+++ INFORMATION SHOWN +++

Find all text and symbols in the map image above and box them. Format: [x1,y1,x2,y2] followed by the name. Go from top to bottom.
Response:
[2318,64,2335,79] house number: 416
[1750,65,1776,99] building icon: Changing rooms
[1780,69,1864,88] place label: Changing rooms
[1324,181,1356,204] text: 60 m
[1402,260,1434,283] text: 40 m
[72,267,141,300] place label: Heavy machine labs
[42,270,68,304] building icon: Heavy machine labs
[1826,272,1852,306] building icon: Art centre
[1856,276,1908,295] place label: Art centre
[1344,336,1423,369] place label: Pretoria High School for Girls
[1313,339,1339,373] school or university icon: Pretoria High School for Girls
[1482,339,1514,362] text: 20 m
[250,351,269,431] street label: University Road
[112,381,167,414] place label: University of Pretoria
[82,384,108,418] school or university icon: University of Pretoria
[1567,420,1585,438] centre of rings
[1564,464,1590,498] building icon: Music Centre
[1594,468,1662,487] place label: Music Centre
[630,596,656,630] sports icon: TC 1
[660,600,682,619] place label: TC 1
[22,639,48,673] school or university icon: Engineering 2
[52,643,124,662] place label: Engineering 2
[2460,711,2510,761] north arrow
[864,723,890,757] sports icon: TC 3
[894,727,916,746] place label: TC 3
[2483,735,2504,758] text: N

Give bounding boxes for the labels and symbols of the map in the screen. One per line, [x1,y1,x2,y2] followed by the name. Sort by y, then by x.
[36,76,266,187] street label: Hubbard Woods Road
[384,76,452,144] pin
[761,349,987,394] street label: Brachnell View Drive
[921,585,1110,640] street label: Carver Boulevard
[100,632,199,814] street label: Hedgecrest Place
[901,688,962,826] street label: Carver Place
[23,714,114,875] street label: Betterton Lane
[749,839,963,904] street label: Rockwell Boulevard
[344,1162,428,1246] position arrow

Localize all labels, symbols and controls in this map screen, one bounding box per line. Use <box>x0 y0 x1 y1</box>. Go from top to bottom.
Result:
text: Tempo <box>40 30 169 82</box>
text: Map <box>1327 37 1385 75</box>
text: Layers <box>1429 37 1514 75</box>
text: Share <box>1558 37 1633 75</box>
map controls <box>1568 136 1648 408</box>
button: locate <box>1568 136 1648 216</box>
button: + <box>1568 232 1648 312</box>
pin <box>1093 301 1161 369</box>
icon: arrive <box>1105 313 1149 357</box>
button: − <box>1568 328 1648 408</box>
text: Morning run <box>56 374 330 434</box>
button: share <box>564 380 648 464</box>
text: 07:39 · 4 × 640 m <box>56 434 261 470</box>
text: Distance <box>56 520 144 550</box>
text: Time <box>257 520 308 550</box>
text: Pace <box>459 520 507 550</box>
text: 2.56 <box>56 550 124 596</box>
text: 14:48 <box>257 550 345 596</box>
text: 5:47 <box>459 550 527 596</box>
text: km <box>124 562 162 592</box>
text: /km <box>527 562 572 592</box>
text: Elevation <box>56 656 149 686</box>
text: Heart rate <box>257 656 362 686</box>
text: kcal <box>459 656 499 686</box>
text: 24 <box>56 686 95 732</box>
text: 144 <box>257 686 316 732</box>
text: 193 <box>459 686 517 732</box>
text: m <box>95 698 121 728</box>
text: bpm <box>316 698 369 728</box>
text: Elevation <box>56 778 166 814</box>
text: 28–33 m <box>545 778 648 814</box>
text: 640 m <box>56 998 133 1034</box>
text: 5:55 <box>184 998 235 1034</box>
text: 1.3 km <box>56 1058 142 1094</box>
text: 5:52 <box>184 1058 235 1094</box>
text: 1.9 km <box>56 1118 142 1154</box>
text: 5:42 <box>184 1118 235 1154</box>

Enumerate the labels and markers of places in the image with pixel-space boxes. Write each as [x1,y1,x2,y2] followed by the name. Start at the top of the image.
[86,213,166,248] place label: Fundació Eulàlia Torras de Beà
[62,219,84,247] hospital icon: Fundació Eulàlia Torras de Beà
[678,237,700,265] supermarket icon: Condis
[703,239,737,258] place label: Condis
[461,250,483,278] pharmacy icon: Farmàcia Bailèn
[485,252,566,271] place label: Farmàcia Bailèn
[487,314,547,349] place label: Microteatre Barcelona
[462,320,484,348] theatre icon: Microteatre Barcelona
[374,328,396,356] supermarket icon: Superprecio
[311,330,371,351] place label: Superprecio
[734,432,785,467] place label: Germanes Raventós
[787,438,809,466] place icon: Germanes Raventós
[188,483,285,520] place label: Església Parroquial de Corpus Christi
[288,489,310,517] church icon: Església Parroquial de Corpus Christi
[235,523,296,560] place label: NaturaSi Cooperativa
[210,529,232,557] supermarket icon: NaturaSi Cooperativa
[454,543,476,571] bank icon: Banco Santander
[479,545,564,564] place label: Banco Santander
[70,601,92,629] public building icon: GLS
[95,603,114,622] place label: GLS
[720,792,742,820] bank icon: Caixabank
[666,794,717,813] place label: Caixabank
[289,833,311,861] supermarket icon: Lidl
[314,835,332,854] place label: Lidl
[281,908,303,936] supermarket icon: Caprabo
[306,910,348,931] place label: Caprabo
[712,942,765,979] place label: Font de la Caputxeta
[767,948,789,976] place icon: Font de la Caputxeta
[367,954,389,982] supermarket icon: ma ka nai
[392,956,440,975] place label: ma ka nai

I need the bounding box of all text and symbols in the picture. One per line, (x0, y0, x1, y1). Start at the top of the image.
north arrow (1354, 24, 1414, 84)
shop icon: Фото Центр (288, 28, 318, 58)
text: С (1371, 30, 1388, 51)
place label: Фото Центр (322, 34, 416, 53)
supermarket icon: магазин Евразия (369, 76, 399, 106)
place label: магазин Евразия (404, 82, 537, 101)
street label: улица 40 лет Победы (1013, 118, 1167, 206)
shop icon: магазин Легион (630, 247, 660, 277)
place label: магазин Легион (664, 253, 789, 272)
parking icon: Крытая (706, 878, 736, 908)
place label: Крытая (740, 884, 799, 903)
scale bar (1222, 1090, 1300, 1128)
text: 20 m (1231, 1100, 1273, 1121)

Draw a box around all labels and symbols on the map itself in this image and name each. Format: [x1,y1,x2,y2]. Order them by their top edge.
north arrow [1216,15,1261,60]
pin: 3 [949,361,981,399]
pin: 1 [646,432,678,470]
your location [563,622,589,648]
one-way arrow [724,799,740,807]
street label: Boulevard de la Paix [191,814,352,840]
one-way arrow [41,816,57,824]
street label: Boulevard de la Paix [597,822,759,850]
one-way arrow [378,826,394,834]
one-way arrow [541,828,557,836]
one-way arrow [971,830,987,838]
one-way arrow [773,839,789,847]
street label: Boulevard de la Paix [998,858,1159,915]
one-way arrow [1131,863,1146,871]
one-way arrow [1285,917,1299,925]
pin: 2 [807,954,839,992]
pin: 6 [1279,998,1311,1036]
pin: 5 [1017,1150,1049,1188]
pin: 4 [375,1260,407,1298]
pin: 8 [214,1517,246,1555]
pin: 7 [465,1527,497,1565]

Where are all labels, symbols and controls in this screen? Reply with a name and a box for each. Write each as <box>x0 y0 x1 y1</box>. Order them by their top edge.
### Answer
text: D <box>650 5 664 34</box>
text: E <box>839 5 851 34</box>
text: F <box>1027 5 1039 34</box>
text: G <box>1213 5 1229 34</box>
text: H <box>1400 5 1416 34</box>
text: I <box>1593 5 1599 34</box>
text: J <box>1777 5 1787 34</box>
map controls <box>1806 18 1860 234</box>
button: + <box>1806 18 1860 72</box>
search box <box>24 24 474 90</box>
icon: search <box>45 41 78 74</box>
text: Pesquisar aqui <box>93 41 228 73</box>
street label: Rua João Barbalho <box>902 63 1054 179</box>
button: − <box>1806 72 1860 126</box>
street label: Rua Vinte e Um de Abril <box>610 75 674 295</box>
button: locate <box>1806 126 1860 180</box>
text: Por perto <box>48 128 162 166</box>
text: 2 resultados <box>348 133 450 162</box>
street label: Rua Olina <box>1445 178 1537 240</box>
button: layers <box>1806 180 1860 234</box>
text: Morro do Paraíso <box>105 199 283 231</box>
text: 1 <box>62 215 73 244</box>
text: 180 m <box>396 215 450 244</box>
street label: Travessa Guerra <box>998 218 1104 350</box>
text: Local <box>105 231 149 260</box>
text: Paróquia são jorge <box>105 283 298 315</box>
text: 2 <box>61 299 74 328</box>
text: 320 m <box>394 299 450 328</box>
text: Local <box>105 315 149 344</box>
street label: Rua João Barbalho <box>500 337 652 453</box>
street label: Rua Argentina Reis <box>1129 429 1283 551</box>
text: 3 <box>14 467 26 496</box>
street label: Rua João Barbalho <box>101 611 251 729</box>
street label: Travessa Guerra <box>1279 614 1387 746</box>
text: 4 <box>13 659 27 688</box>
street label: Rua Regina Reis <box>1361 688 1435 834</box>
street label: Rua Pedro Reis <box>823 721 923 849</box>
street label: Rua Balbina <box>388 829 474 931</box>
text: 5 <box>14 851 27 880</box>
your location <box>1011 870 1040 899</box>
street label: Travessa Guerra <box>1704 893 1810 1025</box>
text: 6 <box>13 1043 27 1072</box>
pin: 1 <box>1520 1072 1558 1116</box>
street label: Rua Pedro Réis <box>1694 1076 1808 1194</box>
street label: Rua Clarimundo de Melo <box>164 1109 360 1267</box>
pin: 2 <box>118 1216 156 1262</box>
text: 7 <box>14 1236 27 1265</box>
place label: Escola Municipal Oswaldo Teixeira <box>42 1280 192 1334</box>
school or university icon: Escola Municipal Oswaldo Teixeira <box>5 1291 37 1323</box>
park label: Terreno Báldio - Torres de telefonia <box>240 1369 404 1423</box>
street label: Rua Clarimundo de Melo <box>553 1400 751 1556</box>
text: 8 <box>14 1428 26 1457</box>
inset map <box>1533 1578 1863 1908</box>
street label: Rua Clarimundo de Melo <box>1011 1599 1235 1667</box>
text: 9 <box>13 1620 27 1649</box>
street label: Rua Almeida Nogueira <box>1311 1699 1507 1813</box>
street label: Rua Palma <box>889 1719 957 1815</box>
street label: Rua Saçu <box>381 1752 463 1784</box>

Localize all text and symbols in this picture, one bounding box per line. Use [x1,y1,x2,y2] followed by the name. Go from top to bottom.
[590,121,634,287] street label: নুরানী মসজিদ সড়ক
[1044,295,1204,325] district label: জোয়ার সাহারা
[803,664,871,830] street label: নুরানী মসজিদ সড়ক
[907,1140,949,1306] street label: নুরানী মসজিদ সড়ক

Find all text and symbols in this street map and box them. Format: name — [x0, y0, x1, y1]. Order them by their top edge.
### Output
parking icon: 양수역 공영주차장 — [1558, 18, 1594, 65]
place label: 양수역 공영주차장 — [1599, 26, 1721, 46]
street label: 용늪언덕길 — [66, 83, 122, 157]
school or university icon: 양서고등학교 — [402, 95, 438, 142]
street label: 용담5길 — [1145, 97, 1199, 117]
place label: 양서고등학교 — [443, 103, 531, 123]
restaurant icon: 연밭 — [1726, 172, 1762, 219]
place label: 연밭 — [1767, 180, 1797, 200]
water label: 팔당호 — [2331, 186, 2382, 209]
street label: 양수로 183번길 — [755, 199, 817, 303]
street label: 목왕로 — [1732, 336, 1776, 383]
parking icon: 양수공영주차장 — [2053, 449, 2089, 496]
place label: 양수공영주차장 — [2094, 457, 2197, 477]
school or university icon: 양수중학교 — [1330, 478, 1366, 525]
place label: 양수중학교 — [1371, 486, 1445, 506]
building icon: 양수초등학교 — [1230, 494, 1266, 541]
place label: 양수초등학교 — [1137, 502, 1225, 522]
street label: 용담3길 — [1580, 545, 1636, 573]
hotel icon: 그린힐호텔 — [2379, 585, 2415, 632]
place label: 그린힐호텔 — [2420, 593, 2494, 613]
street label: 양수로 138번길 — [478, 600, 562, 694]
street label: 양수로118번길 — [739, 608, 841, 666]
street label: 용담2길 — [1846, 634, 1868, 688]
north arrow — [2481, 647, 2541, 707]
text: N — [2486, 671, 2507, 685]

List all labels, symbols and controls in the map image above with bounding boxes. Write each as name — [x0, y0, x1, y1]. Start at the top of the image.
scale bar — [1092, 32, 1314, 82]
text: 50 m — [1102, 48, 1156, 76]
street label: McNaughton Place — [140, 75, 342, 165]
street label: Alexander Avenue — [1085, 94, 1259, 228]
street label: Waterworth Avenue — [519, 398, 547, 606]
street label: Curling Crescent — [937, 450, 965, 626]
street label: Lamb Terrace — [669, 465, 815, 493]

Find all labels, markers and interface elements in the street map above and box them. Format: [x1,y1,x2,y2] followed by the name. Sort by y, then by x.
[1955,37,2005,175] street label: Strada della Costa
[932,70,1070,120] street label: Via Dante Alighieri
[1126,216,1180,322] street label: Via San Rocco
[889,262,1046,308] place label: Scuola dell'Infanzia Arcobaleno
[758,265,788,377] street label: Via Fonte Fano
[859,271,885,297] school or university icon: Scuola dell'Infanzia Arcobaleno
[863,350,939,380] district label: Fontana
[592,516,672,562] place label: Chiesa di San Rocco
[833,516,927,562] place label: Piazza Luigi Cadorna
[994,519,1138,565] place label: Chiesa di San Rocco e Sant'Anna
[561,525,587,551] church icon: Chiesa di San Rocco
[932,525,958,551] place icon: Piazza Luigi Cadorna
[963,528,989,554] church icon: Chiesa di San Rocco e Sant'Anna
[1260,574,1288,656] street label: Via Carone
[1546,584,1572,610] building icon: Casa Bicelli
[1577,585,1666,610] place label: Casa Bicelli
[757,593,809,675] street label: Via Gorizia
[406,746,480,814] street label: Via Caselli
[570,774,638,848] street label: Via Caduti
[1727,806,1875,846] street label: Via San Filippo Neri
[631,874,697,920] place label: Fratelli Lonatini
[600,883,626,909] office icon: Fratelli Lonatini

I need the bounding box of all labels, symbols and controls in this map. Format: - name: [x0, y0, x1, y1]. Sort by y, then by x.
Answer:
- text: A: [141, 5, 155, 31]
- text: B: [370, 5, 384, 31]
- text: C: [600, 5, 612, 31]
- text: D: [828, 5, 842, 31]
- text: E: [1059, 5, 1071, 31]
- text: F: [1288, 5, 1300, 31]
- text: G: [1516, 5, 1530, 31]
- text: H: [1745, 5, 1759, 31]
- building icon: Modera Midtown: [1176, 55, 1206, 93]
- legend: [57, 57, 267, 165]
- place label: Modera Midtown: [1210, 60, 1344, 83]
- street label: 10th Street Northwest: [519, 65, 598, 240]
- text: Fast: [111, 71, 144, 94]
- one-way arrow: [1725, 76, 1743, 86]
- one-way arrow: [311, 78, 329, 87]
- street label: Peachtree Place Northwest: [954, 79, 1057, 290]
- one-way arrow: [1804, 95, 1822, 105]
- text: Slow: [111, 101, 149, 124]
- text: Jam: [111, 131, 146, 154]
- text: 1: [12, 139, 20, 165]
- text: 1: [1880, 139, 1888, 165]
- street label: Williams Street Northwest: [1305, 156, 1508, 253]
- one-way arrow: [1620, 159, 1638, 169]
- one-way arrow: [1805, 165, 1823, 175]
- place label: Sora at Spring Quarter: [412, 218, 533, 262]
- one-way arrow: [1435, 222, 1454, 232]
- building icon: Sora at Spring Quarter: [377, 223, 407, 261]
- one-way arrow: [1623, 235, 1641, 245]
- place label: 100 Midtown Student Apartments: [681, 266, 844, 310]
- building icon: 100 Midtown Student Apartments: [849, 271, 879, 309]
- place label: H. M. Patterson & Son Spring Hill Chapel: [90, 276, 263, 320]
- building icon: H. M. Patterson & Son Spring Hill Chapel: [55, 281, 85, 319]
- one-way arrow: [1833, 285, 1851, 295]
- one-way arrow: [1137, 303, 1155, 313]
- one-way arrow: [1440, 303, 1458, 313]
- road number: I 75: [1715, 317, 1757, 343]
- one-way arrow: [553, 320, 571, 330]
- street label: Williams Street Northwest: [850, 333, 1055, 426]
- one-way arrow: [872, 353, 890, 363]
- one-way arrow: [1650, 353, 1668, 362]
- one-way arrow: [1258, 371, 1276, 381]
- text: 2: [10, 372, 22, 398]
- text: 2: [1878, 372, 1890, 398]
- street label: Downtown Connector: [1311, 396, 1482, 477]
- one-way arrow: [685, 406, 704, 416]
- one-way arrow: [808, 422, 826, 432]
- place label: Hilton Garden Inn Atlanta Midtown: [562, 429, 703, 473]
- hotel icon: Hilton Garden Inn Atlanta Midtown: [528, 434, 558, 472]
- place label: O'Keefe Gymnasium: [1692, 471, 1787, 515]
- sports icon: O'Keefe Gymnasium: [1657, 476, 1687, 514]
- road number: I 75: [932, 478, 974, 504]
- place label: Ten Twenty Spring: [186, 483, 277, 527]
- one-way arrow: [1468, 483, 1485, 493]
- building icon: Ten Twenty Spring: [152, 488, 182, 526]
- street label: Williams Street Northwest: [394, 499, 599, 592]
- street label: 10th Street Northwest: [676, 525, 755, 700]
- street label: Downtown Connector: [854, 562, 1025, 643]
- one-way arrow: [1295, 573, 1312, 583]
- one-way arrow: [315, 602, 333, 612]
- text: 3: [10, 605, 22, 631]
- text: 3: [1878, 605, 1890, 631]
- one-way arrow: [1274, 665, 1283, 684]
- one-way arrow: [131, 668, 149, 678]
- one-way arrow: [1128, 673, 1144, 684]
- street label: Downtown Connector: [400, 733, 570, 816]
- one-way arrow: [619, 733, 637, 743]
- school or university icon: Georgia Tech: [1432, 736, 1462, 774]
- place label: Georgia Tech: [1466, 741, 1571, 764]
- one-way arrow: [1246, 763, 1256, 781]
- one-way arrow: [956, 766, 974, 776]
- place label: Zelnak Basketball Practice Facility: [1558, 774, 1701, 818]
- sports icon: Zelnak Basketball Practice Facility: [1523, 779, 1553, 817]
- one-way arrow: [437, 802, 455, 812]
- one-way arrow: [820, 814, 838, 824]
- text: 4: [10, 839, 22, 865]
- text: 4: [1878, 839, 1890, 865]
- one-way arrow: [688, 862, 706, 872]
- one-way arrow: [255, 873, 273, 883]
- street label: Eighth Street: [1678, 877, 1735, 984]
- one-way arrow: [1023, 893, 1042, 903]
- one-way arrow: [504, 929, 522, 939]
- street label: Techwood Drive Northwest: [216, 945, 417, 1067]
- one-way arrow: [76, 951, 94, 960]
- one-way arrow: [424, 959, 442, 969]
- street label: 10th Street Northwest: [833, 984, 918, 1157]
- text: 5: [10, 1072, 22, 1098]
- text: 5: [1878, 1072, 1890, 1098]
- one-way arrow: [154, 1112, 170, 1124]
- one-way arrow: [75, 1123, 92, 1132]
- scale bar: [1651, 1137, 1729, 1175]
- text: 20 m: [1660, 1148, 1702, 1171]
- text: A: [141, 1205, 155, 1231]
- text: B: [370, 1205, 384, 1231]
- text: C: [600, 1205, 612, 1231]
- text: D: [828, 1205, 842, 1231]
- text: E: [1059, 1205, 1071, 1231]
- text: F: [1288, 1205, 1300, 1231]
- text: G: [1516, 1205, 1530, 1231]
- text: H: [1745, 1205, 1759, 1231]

+++

» **ACTION ITEM**
Which lines of the data contain "markers"? Copy them all.

» **FINAL ANSWER**
Enumerate the labels and markers of places in the image with pixel-space boxes. Write each as [x1,y1,x2,y2] followed by the name. Start at the top of the image.
Find all labels, markers and interface elements in the street map above and box them. Format: [x1,y1,x2,y2] followed by the name. Sort by y, then by x.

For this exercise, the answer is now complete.